Em 2025, o governo federal resgatou 2.772 pessoas de condições análogas à escravidão no Brasil, um aumento de 26,8% em relação a 2024.
Amalia Antúnez
3 | 2 | 2026

Foram realizadas 1.594 fiscalizações, que garantiram mais de R$ 9 milhões em verbas rescisórias e resultaram em R$ 41,8 milhões em multas. Pela primeira vez, a maioria dos resgates ocorreu no meio urbano (68%), superando o meio rural.
O ano marcou também os 30 anos do reconhecimento oficial do trabalho escravo contemporâneo no país. Desde então, mais de 65 mil trabalhadores já foram resgatados, com R$ 157 milhões pagos em verbas rescisórias desde 2003, quando passou a existir o seguro-desemprego específico para trabalhadores resgatados.

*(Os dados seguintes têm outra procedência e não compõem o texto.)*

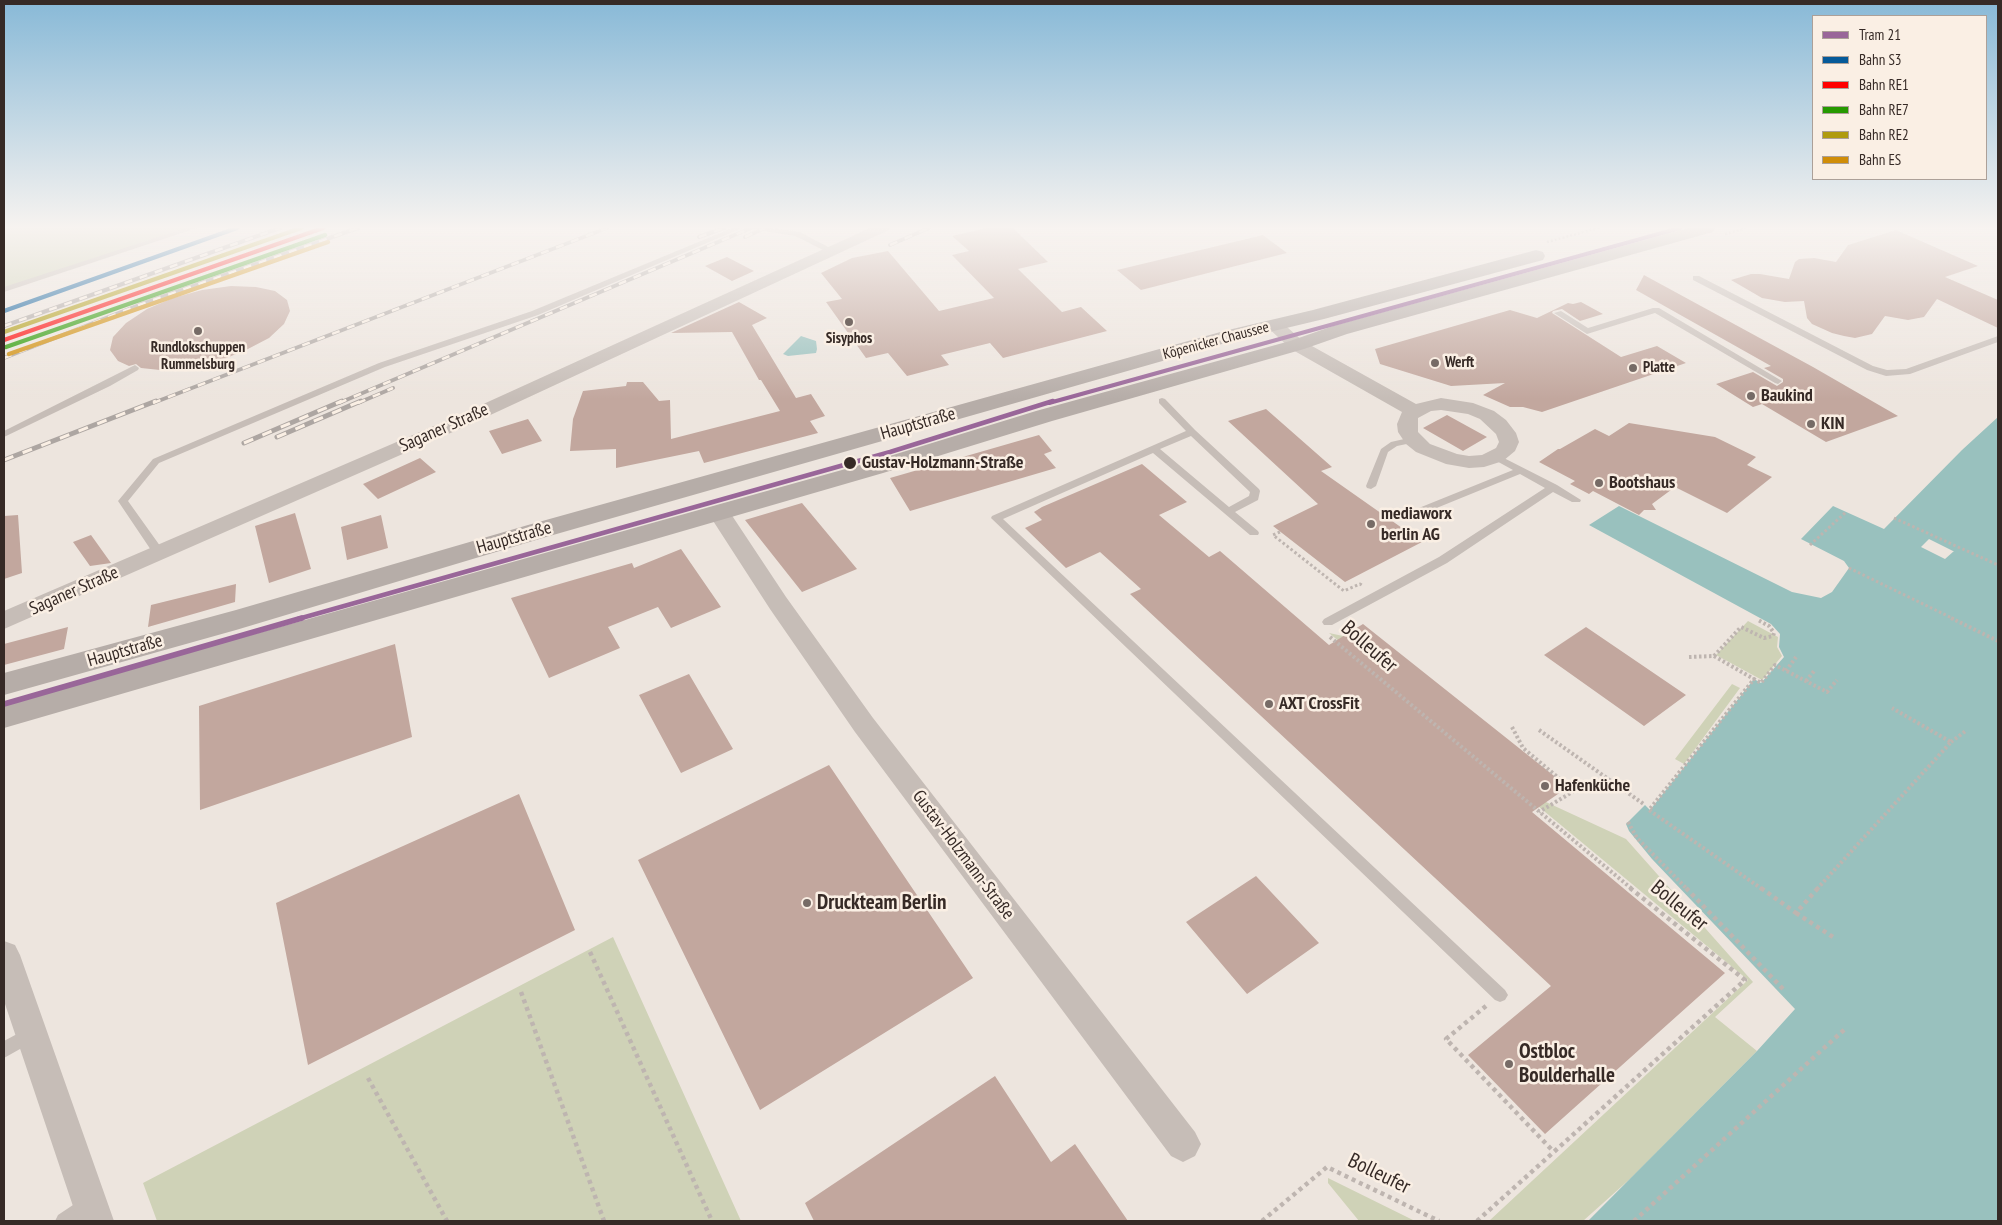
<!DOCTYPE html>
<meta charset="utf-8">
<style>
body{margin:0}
#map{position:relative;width:2002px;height:1225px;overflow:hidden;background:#ede5de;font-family:"PT Sans Narrow",sans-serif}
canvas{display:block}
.frame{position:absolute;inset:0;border:5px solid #362a26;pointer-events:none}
.legend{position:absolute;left:1812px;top:15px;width:175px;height:165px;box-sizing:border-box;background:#faefe4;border:1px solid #aca098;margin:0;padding:6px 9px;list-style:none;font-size:15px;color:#362a26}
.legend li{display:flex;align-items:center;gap:10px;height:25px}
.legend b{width:25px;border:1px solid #aca098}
</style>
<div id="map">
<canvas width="2002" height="1225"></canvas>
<div class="frame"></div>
<ul class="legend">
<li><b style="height:6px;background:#969"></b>Tram 21</li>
<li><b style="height:6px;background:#055a99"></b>Bahn S3</li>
<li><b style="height:6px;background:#f00"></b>Bahn RE1</li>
<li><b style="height:6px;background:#269900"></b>Bahn RE7</li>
<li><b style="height:6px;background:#af9b0f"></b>Bahn RE2</li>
<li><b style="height:6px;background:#d08d08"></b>Bahn ES</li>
</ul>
</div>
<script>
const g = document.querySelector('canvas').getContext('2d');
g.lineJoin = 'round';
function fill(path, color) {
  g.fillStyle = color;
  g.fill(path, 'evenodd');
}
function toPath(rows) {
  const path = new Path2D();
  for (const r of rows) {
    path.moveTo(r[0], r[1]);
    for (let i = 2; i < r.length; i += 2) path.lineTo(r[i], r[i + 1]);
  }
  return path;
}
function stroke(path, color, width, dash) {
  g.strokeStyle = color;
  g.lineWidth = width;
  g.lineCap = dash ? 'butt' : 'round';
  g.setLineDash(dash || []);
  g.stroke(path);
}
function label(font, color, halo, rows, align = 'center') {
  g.font = font + ' "PT Sans Narrow",sans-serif';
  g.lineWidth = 5;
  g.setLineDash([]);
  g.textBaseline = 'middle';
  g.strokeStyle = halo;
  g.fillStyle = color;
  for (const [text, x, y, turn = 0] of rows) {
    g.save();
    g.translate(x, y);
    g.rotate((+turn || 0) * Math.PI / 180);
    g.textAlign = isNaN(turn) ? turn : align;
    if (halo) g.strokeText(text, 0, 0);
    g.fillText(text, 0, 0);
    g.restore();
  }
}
fill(toPath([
 [14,228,187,228,4,288,4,230],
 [1748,621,1778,637,1777,647,1782,656,1762,680,1716,655],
 [1329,633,1343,636,1546,802,1626,839,1753,982,1715,1017,1757,1051,1631,1178,1583,1221,1489,1221,1748,980],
 [1732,684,1740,688,1684,764,1675,759],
 [613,937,741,1221,157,1221,143,1183],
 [1328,1178,1415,1221,1359,1221,1328,1183]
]), '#cfd2b7');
fill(toPath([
 [801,336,816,341,817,349,816,353,788,356,783,354],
 [1998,417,1998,1221,1588,1221,1757,1051,1795,1009,1652,859,1629,831,1626,824,1645,805,1650,810,1754,679,1761,683,1784,657,1779,647,1780,634,1771,624,1589,525,1619,506,1792,592,1821,598,1832,592,1849,568,1844,561,1801,539,1833,506,1884,529,1962,450],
 [1929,539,1953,551,1954,551,1945,559,1921,547]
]), '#99c1be');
fill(toPath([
 [987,228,1013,228,1048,262,1018,269,1062,312,1081,307,1107,331,1003,358,990,343,941,355,949,365,907,376,888,353,866,358,826,302,842,299,821,273,852,258,888,251,939,311,994,298,952,255,969,251,952,236],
 [1896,230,1978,266,1945,277,1998,300,1998,328,1937,299,1924,317,1908,320,1885,316,1872,334,1855,338,1844,336,1832,333,1812,324,1807,318,1804,301,1785,302,1762,298,1731,280,1751,274,1760,274,1789,279,1795,262,1799,259,1814,258,1836,262,1848,245],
 [1263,235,1287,253,1141,290,1117,270],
 [727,257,754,271,732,281,705,266],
 [1644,275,1813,367,1898,416,1826,442,1762,404,1753,407,1716,384,1753,372,1777,386,1783,382,1783,379,1764,368,1771,366,1636,290],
 [231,286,256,287,275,291,287,300,290,311,284,324,269,338,246,350,219,361,189,367,160,370,141,368,136,364,129,366,118,361,110,350,113,337,126,323,147,309,173,298,202,290],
 [739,302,767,318,752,325,796,398,811,394,825,416,810,421,818,433,704,463,699,451,616,468,616,449,570,451,573,419,583,391,626,386,627,382,643,382,659,401,670,400,671,439,780,411,761,380,759,380,732,332,671,333],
 [1581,302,1603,314,1580,321,1562,309,1553,311,1552,313,1621,357,1657,346,1686,363,1542,412,1523,407,1510,407,1483,395,1505,383,1451,386,1380,364,1375,349,1510,310,1537,318,1568,303,1573,304],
 [1266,409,1332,467,1321,471,1422,542,1345,582,1273,526,1318,504,1228,421],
 [1447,415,1487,437,1463,451,1423,428],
 [528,419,542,441,502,454,489,431],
 [1629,423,1715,437,1756,457,1747,465,1772,477,1727,513,1675,487,1652,504,1656,510,1644,510,1639,515,1593,491,1589,494,1570,484,1575,481,1539,462,1558,449,1560,449,1595,429,1609,436],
 [1039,435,1052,451,1044,454,1056,468,910,511,890,478],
 [420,458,436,472,378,499,363,484],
 [1142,464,1187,502,1159,515,1209,557,1220,551,1329,645,1363,624,1568,787,1532,812,1725,973,1545,1134,1468,1055,1551,986,1130,594,1141,589,1100,552,1066,568,1025,528,1042,520,1034,512,1042,507],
 [802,503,857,569,802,592,745,520],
 [295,513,311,569,269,583,255,526],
 [18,515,22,573,4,579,4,516],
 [381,515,388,548,347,560,341,527],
 [91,535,111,563,90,566,73,542],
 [681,549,721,607,671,628,658,607,608,627,620,648,549,678,511,598,632,563,634,568],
 [236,584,235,602,148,627,151,605],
 [68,627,64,649,4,665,4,644],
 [1586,627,1686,695,1644,726,1544,655],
 [395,644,412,737,200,810,199,706],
 [689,674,733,749,681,773,639,695],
 [829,765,973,978,760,1110,638,860],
 [519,794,575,930,308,1065,276,903],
 [1256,876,1319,943,1247,994,1186,922],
 [995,1076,1051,1162,1075,1144,1128,1221,814,1221,805,1203]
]), '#c2a79e');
stroke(toPath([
 [1725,234,1747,228],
 [1547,242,1599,228]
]), '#beb5b0', 2.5, [2, 2]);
stroke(toPath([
 [1894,518,1998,565],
 [1280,532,1273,535,1344,591,1360,584,1363,586],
 [1810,545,1846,512],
 [1849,568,1954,619]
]), '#beb5b0', 3, [2.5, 2.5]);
stroke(toPath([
 [1951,618,1998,641],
 [1330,637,1632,889],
 [1714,656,1754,679],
 [1689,657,1714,656,1741,627,1764,638,1773,636,1774,633,1769,626,1758,620],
 [1786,671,1796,657],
 [1806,681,1815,670],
 [1512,727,1523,748,1574,791,1539,812],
 [1539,730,1645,805],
 [1951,742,1967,730],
 [1628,822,1637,838,1687,889],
 [1762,889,1649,810,1754,679,1761,683,1775,665,1827,692,1837,680],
 [1817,889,1951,742,1892,708]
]), '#beb5b0', 4, [2.5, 2.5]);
stroke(toPath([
 [1686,888,1785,991],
 [1761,888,1796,913,1818,888],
 [1796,913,1833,937],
 [590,952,712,1221],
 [521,992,604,1221],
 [1486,1006,1446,1039,1553,1151],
 [368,1078,447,1221],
 [1262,1221,1327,1167,1439,1221],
 [1477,1221,1745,980,1630,888],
 [1634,1221,1845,1029]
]), '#beb5b0', 4.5, [4, 4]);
fill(toPath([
 [186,228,197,228,4,292,4,287,186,228],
 [732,228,742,228,538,315,385,367,159,463,128,501,163,550,164,553,163,556,155,556,118,501,153,459,379,363,532,311,732,228],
 [753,228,771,228,800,232,836,251,829,253,795,236,757,230,753,228],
 [1693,276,1699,276,1873,366,1887,370,1906,369,1998,336,1998,342,1910,374,1886,376,1867,370,1693,280,1693,276],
 [1653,308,1659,308,1782,381,1778,384,1775,383,1655,313,1587,334,1554,313,1561,311,1588,328,1653,308],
 [135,365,139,368,138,370,110,386,4,437,4,431,135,365],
 [1162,398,1165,399,1195,430,1259,489,1260,491,1258,500,1235,512,1258,531,1259,533,1258,535,1250,535,1153,453,1003,519,1505,990,1508,995,1505,1000,1500,1002,1495,1000,991,518,992,516,1186,431,1159,403,1159,399,1162,398],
 [1191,436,1250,492,1249,496,1229,507,1160,449,1191,436],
 [1413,437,1418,440,1416,442,1397,446,1388,452,1376,486,1371,489,1367,488,1366,486,1381,449,1391,442,1413,437],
 [1496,454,1557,485,1581,500,1580,502,1572,502,1553,492,1447,563,1332,625,1324,625,1322,622,1324,619,1439,557,1545,488,1520,474,1412,518,1404,518,1403,516,1404,514,1513,470,1493,459,1491,457,1496,454],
 [30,1027,36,1030,38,1035,36,1040,4,1058,4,1041,30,1027],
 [88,1195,94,1198,97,1204,94,1210,79,1221,55,1221,58,1215,88,1195]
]), '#c6bdb7');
fill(toPath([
 [4,228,13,228,10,231,4,233,4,228],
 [870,228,890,228,887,231,471,424,4,629,4,611,457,416,870,228],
 [1274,320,1280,321,1303,341,1416,404,1441,398,1473,403,1494,411,1506,420,1516,433,1519,442,1515,451,1503,461,1484,467,1469,468,1446,464,1416,452,1406,444,1398,432,1397,424,1402,412,1291,349,1265,325,1268,321,1274,320],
 [1441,410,1468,414,1480,419,1496,434,1499,442,1496,448,1482,455,1469,456,1457,454,1430,444,1418,432,1418,418,1431,411,1441,410],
 [719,506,727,508,786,597,873,718,1195,1132,1201,1144,1195,1156,1183,1162,1171,1156,855,732,770,609,708,513,711,508,719,506],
 [4,941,15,945,20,955,114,1221,78,1221,4,1001,4,941]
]), '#c6bdb7');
fill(toPath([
 [1688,228,1716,228,1713,232,1347,334,1304,349,1052,421,883,473,4,728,4,704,867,463,1036,411,1290,341,1333,326,1688,228],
 [1536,250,1543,252,1545,256,1543,260,1324,319,1236,340,546,537,236,630,4,695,4,673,236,610,528,525,1224,331,1313,310,1536,250]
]), '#b6ada8');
const railFar1 = toPath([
 [699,237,724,228],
 [745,237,765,228],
 [890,245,929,228],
 [4,326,280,228],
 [4,358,139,305,358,228],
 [153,403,607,228],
 [339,403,751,228],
 [358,403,393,388]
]);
const rail = toPath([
 [277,437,361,401],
 [244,443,342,401],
 [4,460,156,401]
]);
stroke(railFar1, '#ada6a2', 4);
stroke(rail, '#ada6a2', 5);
stroke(railFar1, '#faefe4', 2.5, [8]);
stroke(rail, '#faefe4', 3, [10]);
stroke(toPath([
 [4,311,237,228]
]), '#055a99', 4.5);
stroke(toPath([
 [4,340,323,228]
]), '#f00', 4.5);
stroke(toPath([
 [6,347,325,235]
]), '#269900', 4.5);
stroke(toPath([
 [4,332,301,228]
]), '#af9b0f', 4.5);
stroke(toPath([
 [9,354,328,242]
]), '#d08d08', 4.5);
stroke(toPath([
 [1049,403,1680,228]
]), '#969', 4);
stroke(toPath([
 [298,619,890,452,1053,401]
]), '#969', 4.5);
stroke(toPath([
 [4,704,302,618]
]), '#969', 5.5);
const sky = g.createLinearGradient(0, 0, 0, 399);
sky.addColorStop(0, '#88b9d7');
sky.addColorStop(0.57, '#f7f3f0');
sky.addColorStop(1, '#f7f3f000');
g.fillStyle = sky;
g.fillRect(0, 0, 2002, 399);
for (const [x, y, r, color] of [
 [849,322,5,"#766b66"],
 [198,331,5,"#766b66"],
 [1435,363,5,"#766b66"],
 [1633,368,5,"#766b66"],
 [1751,396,5,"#766b66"],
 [1811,424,5,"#766b66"],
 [850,463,7,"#362a26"],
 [1599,483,5,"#766b66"],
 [1371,524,5,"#766b66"],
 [1269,704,5,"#766b66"],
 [1545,786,5,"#766b66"],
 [807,903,5,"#766b66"],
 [1509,1064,5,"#766b66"]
]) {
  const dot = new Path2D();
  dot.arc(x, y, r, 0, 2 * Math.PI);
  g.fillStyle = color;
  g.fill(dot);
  stroke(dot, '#faefe4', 2);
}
label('bold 15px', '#362a26', '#faefe4', [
 ["Sisyphos",849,339],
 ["Rundlokschuppen",198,348],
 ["Rummelsburg",198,365],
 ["Werft",1445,363,"left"],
 ["Platte",1643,368,"left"]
]);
label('15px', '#362a26', '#faefe4', [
 ["Köpenicker Chaussee",1216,341,-15]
]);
label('bold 18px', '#362a26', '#faefe4', [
 ["Baukind",1761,396],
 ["KIN",1821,424],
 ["Bootshaus",1609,483],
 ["mediaworx",1381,514],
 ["berlin AG",1381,535],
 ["AXT CrossFit",1279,704],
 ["Hafenküche",1555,786]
], 'left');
label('18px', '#362a26', '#faefe4', [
 ["Hauptstraße",918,424,-16],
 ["Saganer Straße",444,428,-24],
 ["Hauptstraße",514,538,-16],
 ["Saganer Straße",74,591,-24],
 ["Hauptstraße",125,651,-16],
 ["Gustav-Holzmann-Straße",963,855,53]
]);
label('bold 18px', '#362a26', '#faefe4', [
 ["Gustav-Holzmann-Straße",862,463]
], 'left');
label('21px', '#362a26', '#faefe4', [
 ["Bolleufer",1369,647,41],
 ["Bolleufer",1679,906,39],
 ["Bolleufer",1379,1174,26]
]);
label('bold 21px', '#362a26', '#faefe4', [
 ["Druckteam Berlin",817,903],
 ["Ostbloc",1519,1052],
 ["Boulderhalle",1519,1076]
], 'left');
</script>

Em 2025, o Brasil registrou o maior número de denúncias da série histórica: 4.515 denúncias de trabalho escravo e condições análogas, incluindo casos de trabalho infantil, jornadas exaustivas, condições degradantes, servidão por dívida e restrição de liberdade.
Os setores com mais resgates foram obras de alvenaria, administração pública, construção de edifícios, cultivo de café e extração de materiais para construção. Mato Grosso liderou em número de trabalhadores resgatados. O perfil das vítimas é majoritariamente de homens (86%), entre 30 e 39 anos, pretos ou pardos (83%), com baixa escolaridade e concentração no Nordeste.
A Inspeção do Trabalho atua na fiscalização, no resgate das vítimas, na cobrança administrativa dos empregadores, na aplicação de multas, na inclusão de infratores na chamada “lista suja” e na concessão do Seguro-Desemprego do Trabalhador Resgatado (SDTR), pago em três parcelas de um salário mínimo. Além disso, os trabalhadores são encaminhados à rede de assistência social e a outras políticas públicas.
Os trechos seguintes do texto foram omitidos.